9 "Mozilla/5.0 (compatible; SEOkicks; +https://www.seokicks.de/robot.html)"
7 "Googlebot-Image/1.0"
6 "Mozilla/5.0 (compatible; YandexBot/3.0; +http://yandex.com/bots) AppleWebKit/537.36 (KHTML, like Gecko) Chrome/51.0.2704.106"
4 "Mozilla/5.0 (Windows NT 6.1; WOW64) AppleWebKit/534+ (KHTML, like Gecko) BingPreview/1.0b"
4 "Sogou web spider/4.0(+http://www.sogou.com/docs/help/webmasters.htm#07)"
2 "Mozilla/5.0 (Macintosh; Intel Mac OS X 10_10_1) AppleWebKit/600.2.5 (KHTML, like Gecko) Version/8.0.2 Safari/600.2.5 (Applebot/0.1; +http://www.apple.com/go/applebot)"
2 "Mozilla/5.0 (Windows NT 6.1; Win64; x64) AppleWebit/53.7.36 (KHTML, like Gecko) Chrome/63.0.3239.0 Safari/537.36 (compatible; Linespider/1.1; +https://lin.ee/4dwXkTH)"
2 "Mozilla/5.0 (compatible; Pinterestbot/1.0; +http://www.pinterest.com/bot.html)"
2 "Mozilla/5.0 (compatible;AspiegelBot)"
2 "Mozilla/5.0 (iPhone; CPU iPhone OS 8_1 like Mac OS X) AppleWebKit/600.1.4 (KHTML, like Gecko) Version/8.0 Mobile/12B411 Safari/600.1.4 (compatible; YandexMobileBot/3.0; +http://yandex.com/bots)"
2 "ltx71 - (http://ltx71.com/)"
1 "W3C_Validator/1.3 http://validator.w3.org/services"
1 "DomainStatsBot/1.0 (https://domainstats.com/pages/our-bot)"
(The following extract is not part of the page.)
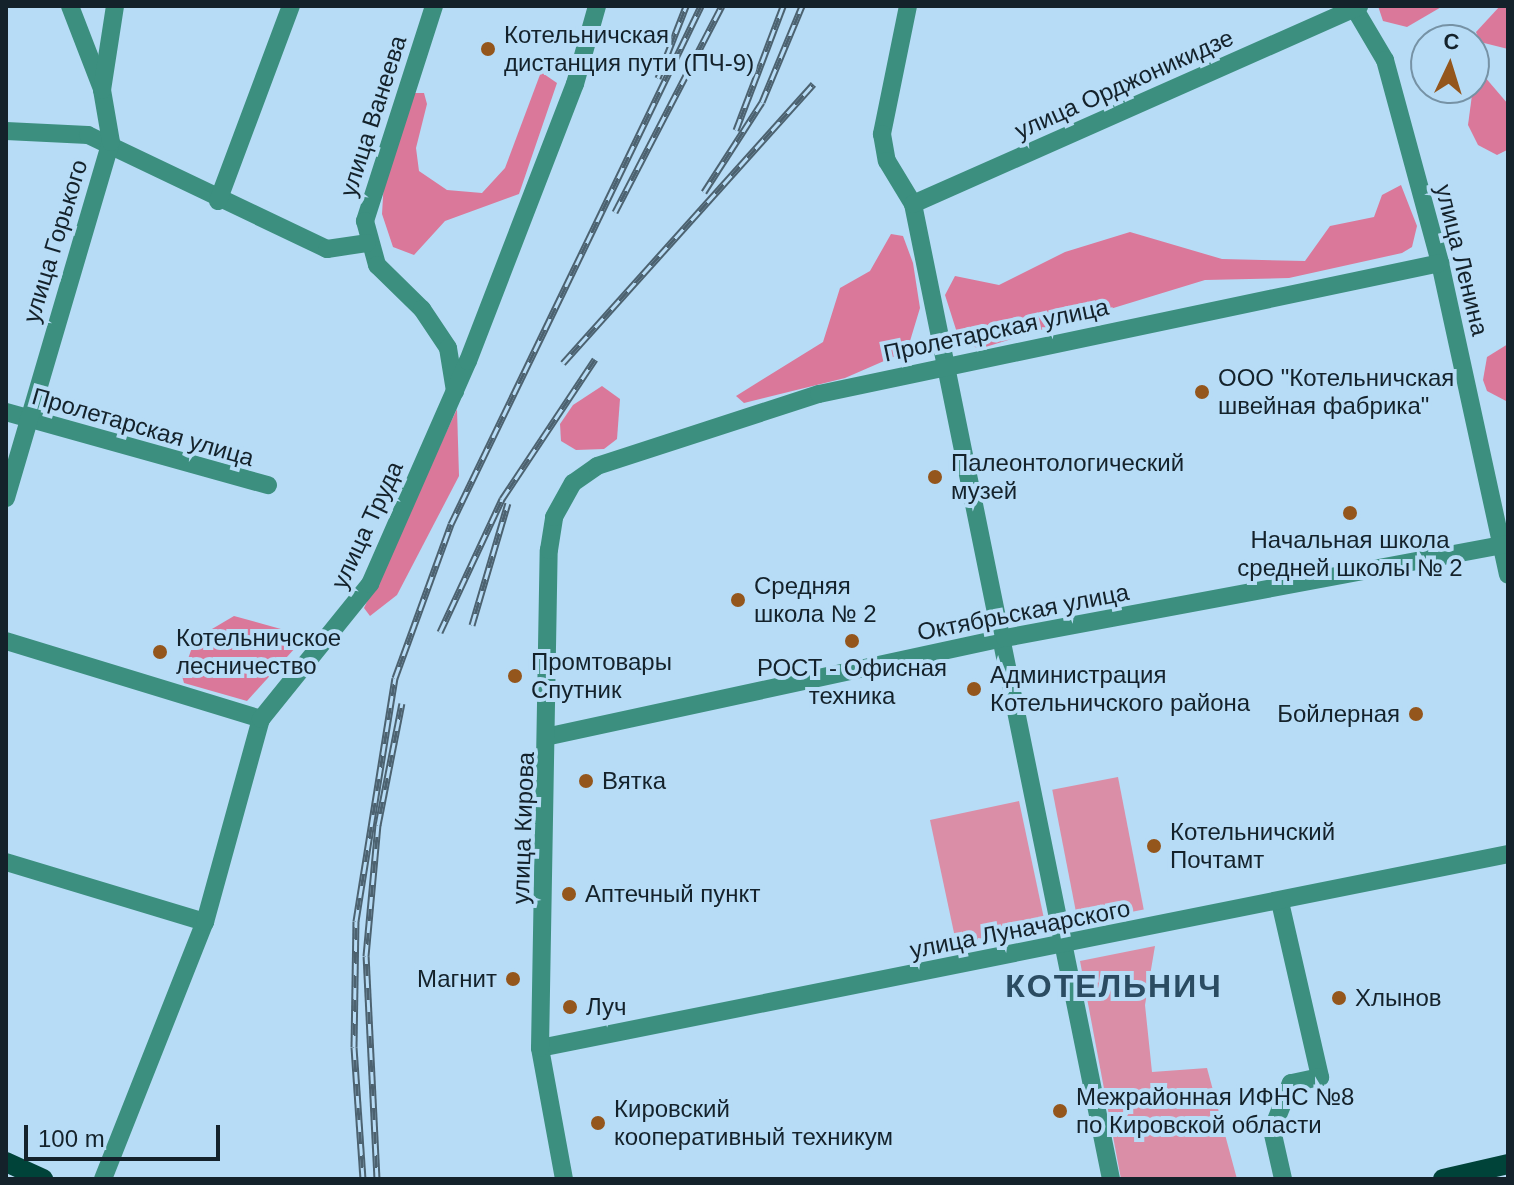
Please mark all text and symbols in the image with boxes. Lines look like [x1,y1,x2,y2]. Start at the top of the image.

Hits by non-bots: 38 unique User-Agents (across ~500 hits)

One user agent really stands out. And one other is suspicious. I'm talking about the two that hit my site more than world-famous Google.

I don't know everything MJ12bot does, but I do know one thing it does is power paid access to "incoming" links reports via "Majestic Site Explorer": "Access raw exports from £79.99 a month". So let me get this, you crawl sites to sell people lists of who links to them? Why should I waste my bandwidth giving you pages?

But clearly it is Megaindex that is abusive. At the .com version of the site I read "MegaIndex is a powerful and versatile competitive intelligence suite for online marketing, from SEO and PPC to social media and advertising research." Again, this is a bullshit use of my resources (bandwidth, web server CPU) for some commercial enterprise that cannot benefit me.

So: another new plugin is born, browser_block. Goodbye Megaindex. Goodbye Majestic.